O Tribunal de Contas da União decidiu na quarta-feira (23) não investigar Carlos Gabas (PT), ex-secretário-executivo do Consórcio Nordeste, e Valderir Claudino de Souza, ex-gerente-administrativo da entidade que reúne os estados nordestinos, por conta da compra frustrada de 300 respiradores no início da pandemia da Covid-19, em 2020.
A maioria dos ministros acompanhou o voto de Bruno Dantas, que disse ver com “perplexidade” “a possibilidade de o tribunal vir a responsabilizar aqueles que se encontravam na linha de frente” do combate à pandemia cinco anos após o corrido. Segundo ele, não houve dolo ou má fé na compra — dois quesitos essenciais para sustentar uma ação por improbidade administrativa.

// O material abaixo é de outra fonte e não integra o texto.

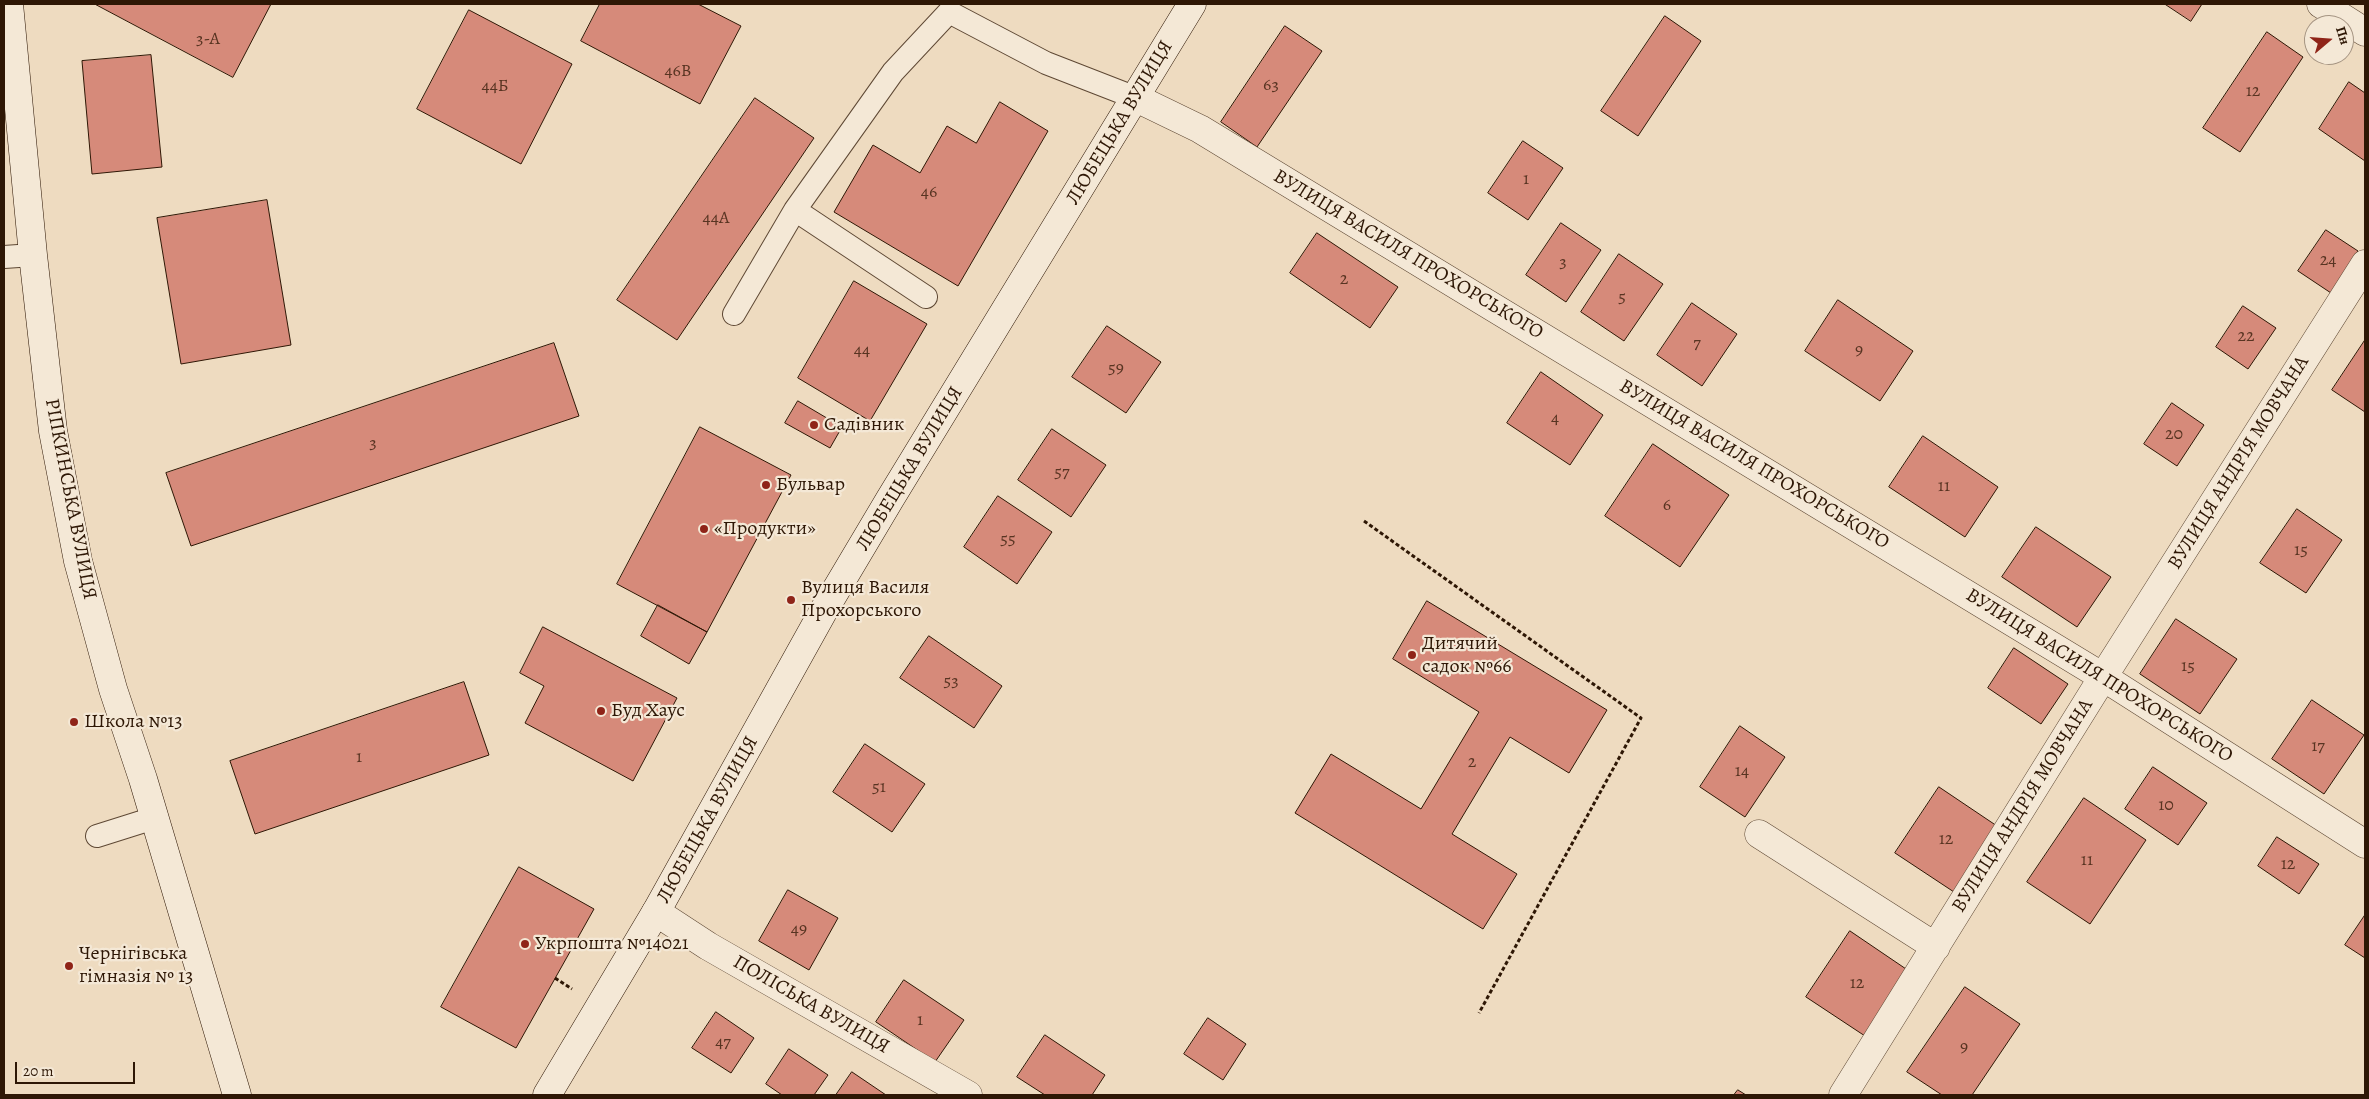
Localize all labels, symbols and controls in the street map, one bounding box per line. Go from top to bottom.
north arrow [2304,15,2354,65]
text: Пн [2331,24,2355,47]
house number: 3-А [196,29,220,51]
street label: ЛЮБЕЦЬКА ВУЛИЦЯ [1061,37,1179,209]
house number: 46В [664,61,692,83]
house number: 63 [1263,75,1279,97]
house number: 44Б [481,76,509,98]
house number: 12 [2246,81,2260,103]
street label: ВУЛИЦЯ ВАСИЛЯ ПРОХОРСЬКОГО [1269,165,1547,345]
house number: 1 [1523,169,1529,191]
house number: 46 [921,182,937,204]
house number: 44А [703,208,729,230]
house number: 24 [2320,250,2336,272]
house number: 3 [1559,252,1567,274]
house number: 2 [1340,269,1348,291]
house number: 5 [1618,287,1626,309]
house number: 22 [2237,326,2255,348]
house number: 7 [1693,333,1701,355]
house number: 44 [854,340,870,362]
house number: 9 [1855,340,1863,362]
street label: ВУЛИЦЯ АНДРІЯ МОВЧАНА [2163,352,2315,574]
house number: 59 [1108,358,1124,380]
street label: ВУЛИЦЯ ВАСИЛЯ ПРОХОРСЬКОГО [1615,375,1893,555]
street label: ЛЮБЕЦЬКА ВУЛИЦЯ [851,383,969,555]
street label: РІПКИНСЬКА ВУЛИЦЯ [39,396,101,602]
house number: 4 [1551,408,1559,430]
place label: Садівник [824,413,904,437]
marker: Садівник [808,419,820,431]
house number: 20 [2165,424,2183,446]
house number: 3 [369,433,377,455]
house number: 57 [1054,462,1070,484]
place label: Бульвар [776,473,845,497]
house number: 11 [1938,476,1950,498]
marker: Бульвар [760,479,772,491]
house number: 6 [1663,495,1671,517]
place label: «Продукти» [714,517,816,541]
marker: «Продукти» [698,523,710,535]
house number: 55 [1000,529,1016,551]
house number: 15 [2294,540,2308,562]
place label: Вулиця Василя Прохорського [801,576,929,623]
street label: ВУЛИЦЯ ВАСИЛЯ ПРОХОРСЬКОГО [1961,584,2237,768]
marker: Вулиця Василя Прохорського [785,594,797,606]
place label: Дитячий садок №66 [1422,632,1511,679]
marker: Дитячий садок №66 [1406,649,1418,661]
house number: 15 [2181,656,2195,678]
house number: 53 [943,671,959,693]
street label: ВУЛИЦЯ АНДРІЯ МОВЧАНА [1947,695,2099,917]
place label: Буд Хаус [611,699,685,723]
marker: Буд Хаус [595,705,607,717]
place label: Школа №13 [84,710,183,734]
marker: Школа №13 [68,716,80,728]
street label: ЛЮБЕЦЬКА ВУЛИЦЯ [652,732,764,908]
house number: 17 [2311,736,2325,758]
house number: 1 [356,747,362,769]
house number: 2 [1468,752,1476,774]
house number: 14 [1735,761,1749,783]
house number: 51 [872,777,886,799]
house number: 10 [2158,795,2174,817]
house number: 12 [1939,829,1953,851]
house number: 11 [2081,850,2093,872]
house number: 12 [2281,854,2295,876]
house number: 49 [791,919,807,941]
place label: Укрпошта №14021 [535,932,688,956]
marker: Укрпошта №14021 [519,938,531,950]
place label: Чернігівська гімназія № 13 [79,942,193,989]
street label: ПОЛІСЬКА ВУЛИЦЯ [729,950,893,1060]
marker: Чернігівська гімназія № 13 [63,960,75,972]
house number: 12 [1850,973,1864,995]
house number: 1 [917,1010,923,1032]
house number: 47 [715,1032,731,1054]
house number: 9 [1960,1037,1968,1059]
scale bar [18,1052,138,1084]
text: 20 m [23,1061,54,1081]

A compra gerou uma auditoria porque os equipamentos nunca foram entregues e as empresas envolvidas no negócio não eram especializadas no produto. Uma delas, a Hempcare, focada em tratamentos com cannabis, entrou na mira do TCU. Na sessão de ontem, o ministro Bruno Dantas votou por investigar sua conduta e foi acompanhado pelos colegas.
À época da compra dos respiradores, o consórcio do Nordeste era presidido pelo então governador da Bahia, Rui Costa, hoje ministro da Casa Civil. O Bastidor mostrou que Costa tentou esconder uma investigação do Tribunal de Contas da Bahia sobre o caso: pediu que o procedimento tramitasse em sigilo, mesmo havendo interesse público por conta dos 50 milhões de reais pagos pelos equipamentos nunca entregues.
O sigilo também foi usado por Rui Costa para firmar um acordo extrajudicial na Califórnia. Neste caso, além da Hempcare, com a empresa Ocean26. O segredo foi baseado em cláusulas ratificadas pela justiça do estado dos EUA e só foi descoberto porque a procuradoria do governo da Bahia teve que informar o ato ao Tribunal de Contas do estado.
Enquanto negociava na Califórnia, a gestão Costa na Bahia segurava um acordo proposto em solo nacional. A proposta partiu dos investigados, foi feita em julho de 2020 e nunca concretizada.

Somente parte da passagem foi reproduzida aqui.